SOURCE INFORMATION:
--
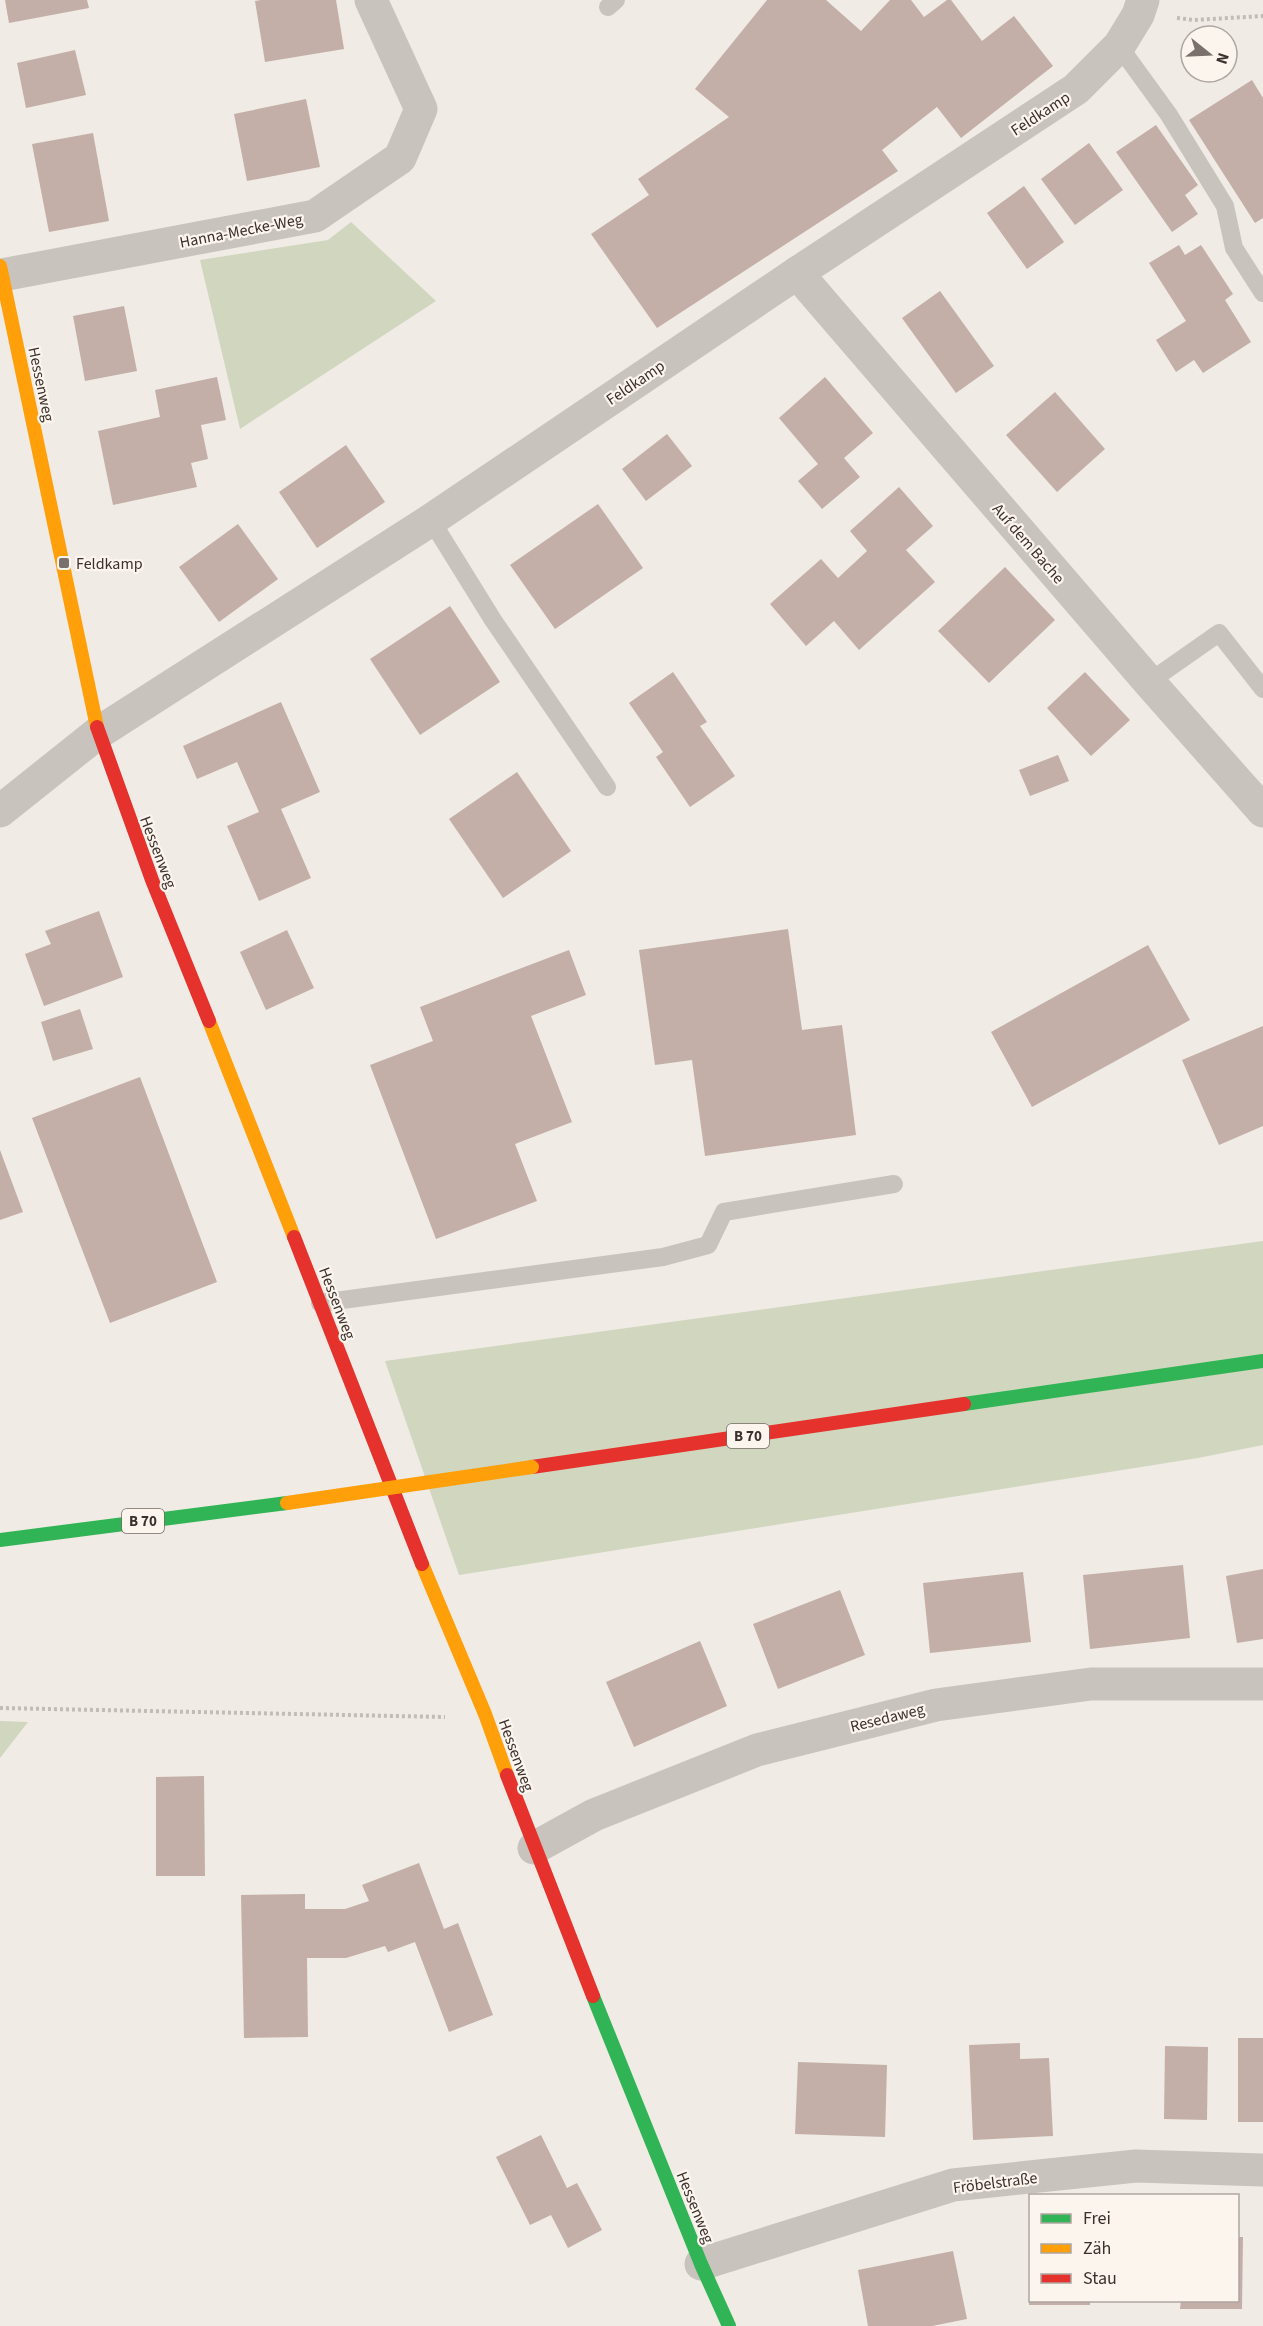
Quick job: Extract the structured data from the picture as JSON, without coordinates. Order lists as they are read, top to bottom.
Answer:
{
  "streets": {
    "street": [
      "Feldkamp",
      "Hanna-Mecke-Weg",
      "Hessenweg",
      "Auf dem Bache",
      "B 70",
      "Resedaweg",
      "Fröbelstraße"
    ]
  },
  "crossings": [
    ["Feldkamp", "Hessenweg"],
    ["Feldkamp", "Auf dem Bache"],
    ["Hanna-Mecke-Weg", "Hessenweg"],
    ["Hessenweg", "Resedaweg"],
    ["Hessenweg", "Fröbelstraße"]
  ],
  "places": {
    "transit": ["Feldkamp"]
  },
  "legend": ["Frei", "Zäh", "Stau"],
  "north": "right"
}
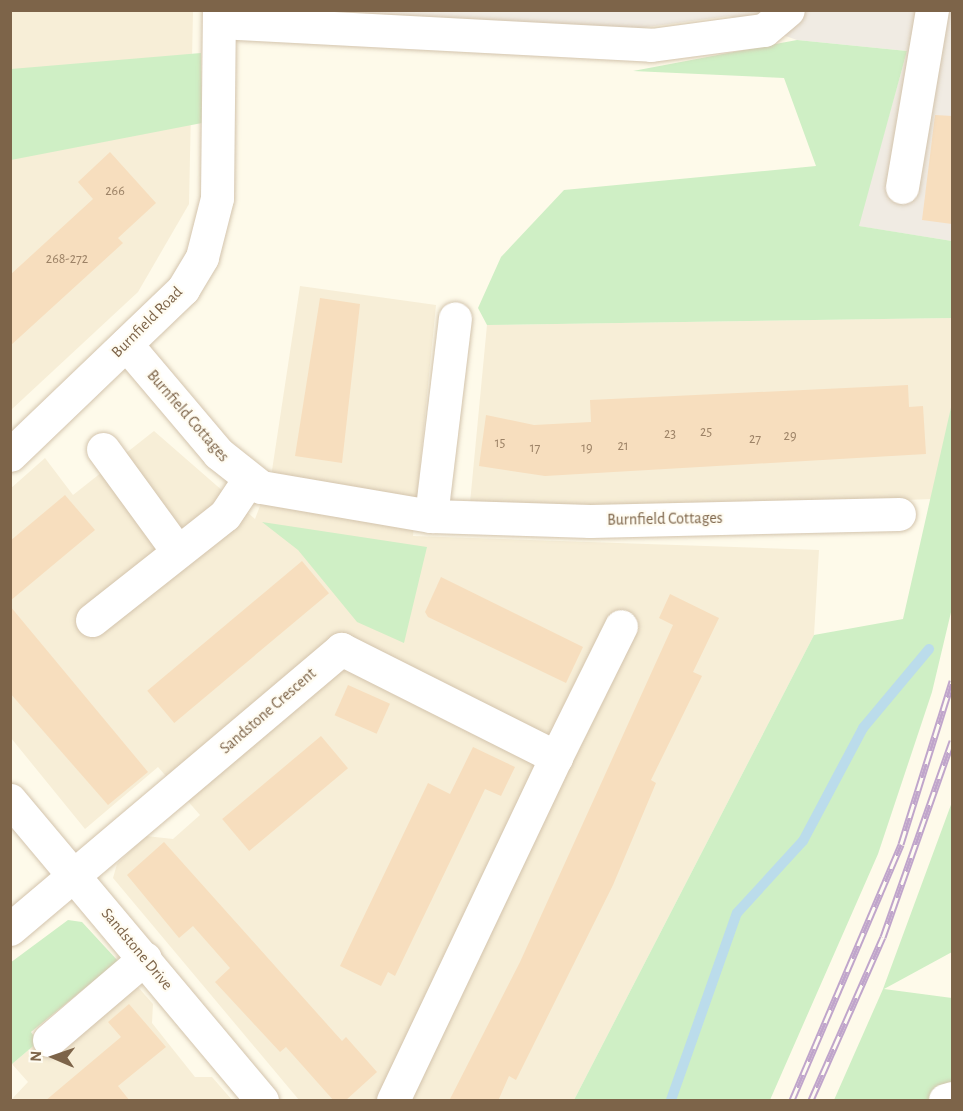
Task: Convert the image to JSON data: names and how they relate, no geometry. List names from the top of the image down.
{
  "streets": {
    "street": [
      "Burnfield Road",
      "Burnfield Cottages",
      "Sandstone Crescent",
      "Sandstone Drive"
    ]
  },
  "crossings": [
    ["Burnfield Road", "Burnfield Cottages"],
    ["Sandstone Crescent", "Sandstone Drive"]
  ],
  "house_numbers": [
    "266",
    "268-272",
    "25",
    "23",
    "29",
    "27",
    "15",
    "21",
    "17",
    "19"
  ],
  "north": "left"
}
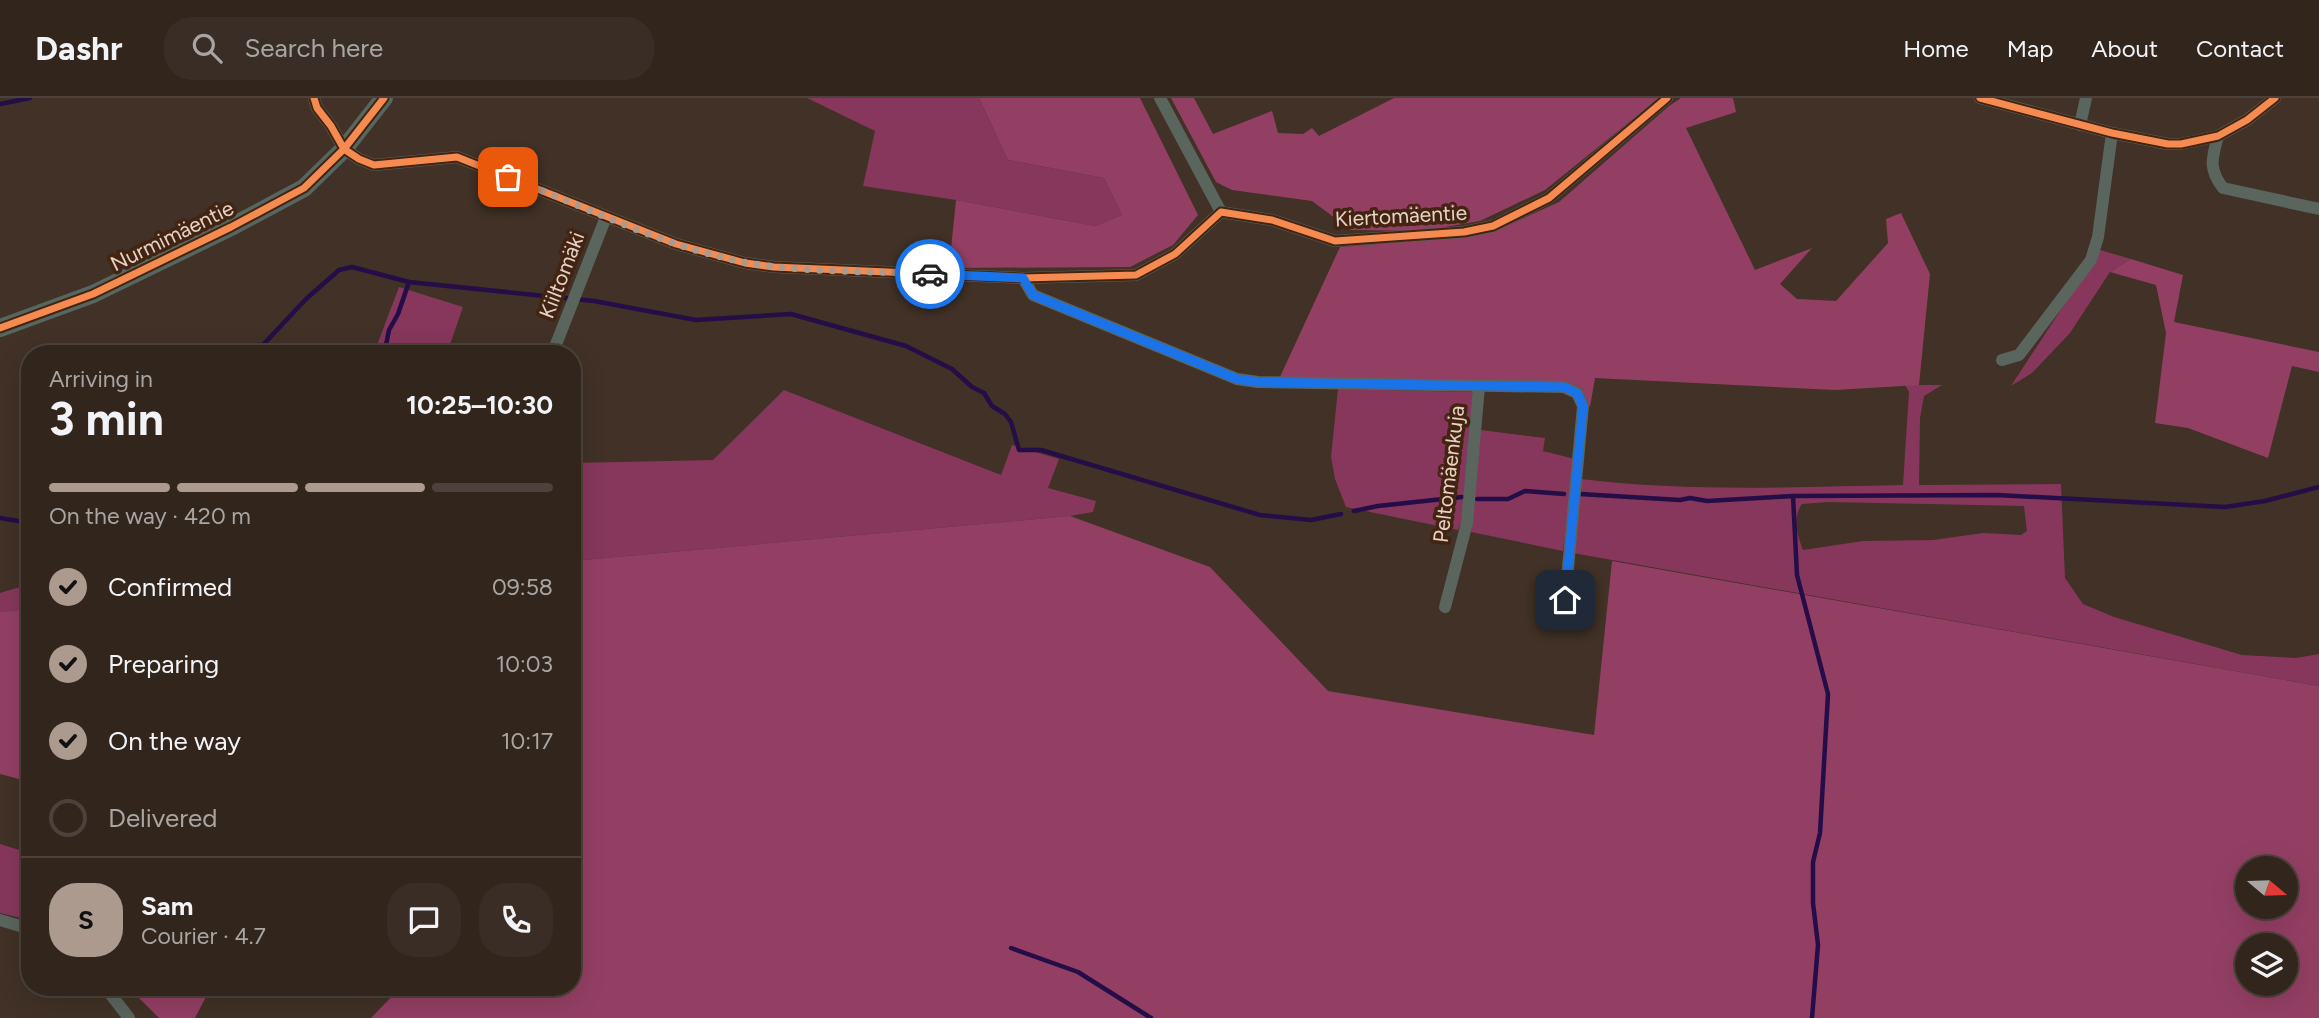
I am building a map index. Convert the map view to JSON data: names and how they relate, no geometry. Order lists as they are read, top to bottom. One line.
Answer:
{"streets":{"street":["Kiertomäentie","Nurmimäentie","Kiiltomäki","Peltomäenkuja"]},"north":"right","page":{"header":"Dashr","search":"Search here","nav":["Home","Map","About","Contact"],"heading":["3 min","Arriving in","10:25–10:30"],"panel":["Sam","Courier · 4.7"],"bar":"On the way · 420 m","list":[["Confirmed","09:58"],["Preparing","10:03"],["On the way","10:17"],"Delivered"],"round":"S"}}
--
WHAT THE TASK REQUIRES:
Tally the lines of the records that hold the word "Order" and output only the total.

RESULT OF THIS TASK:
2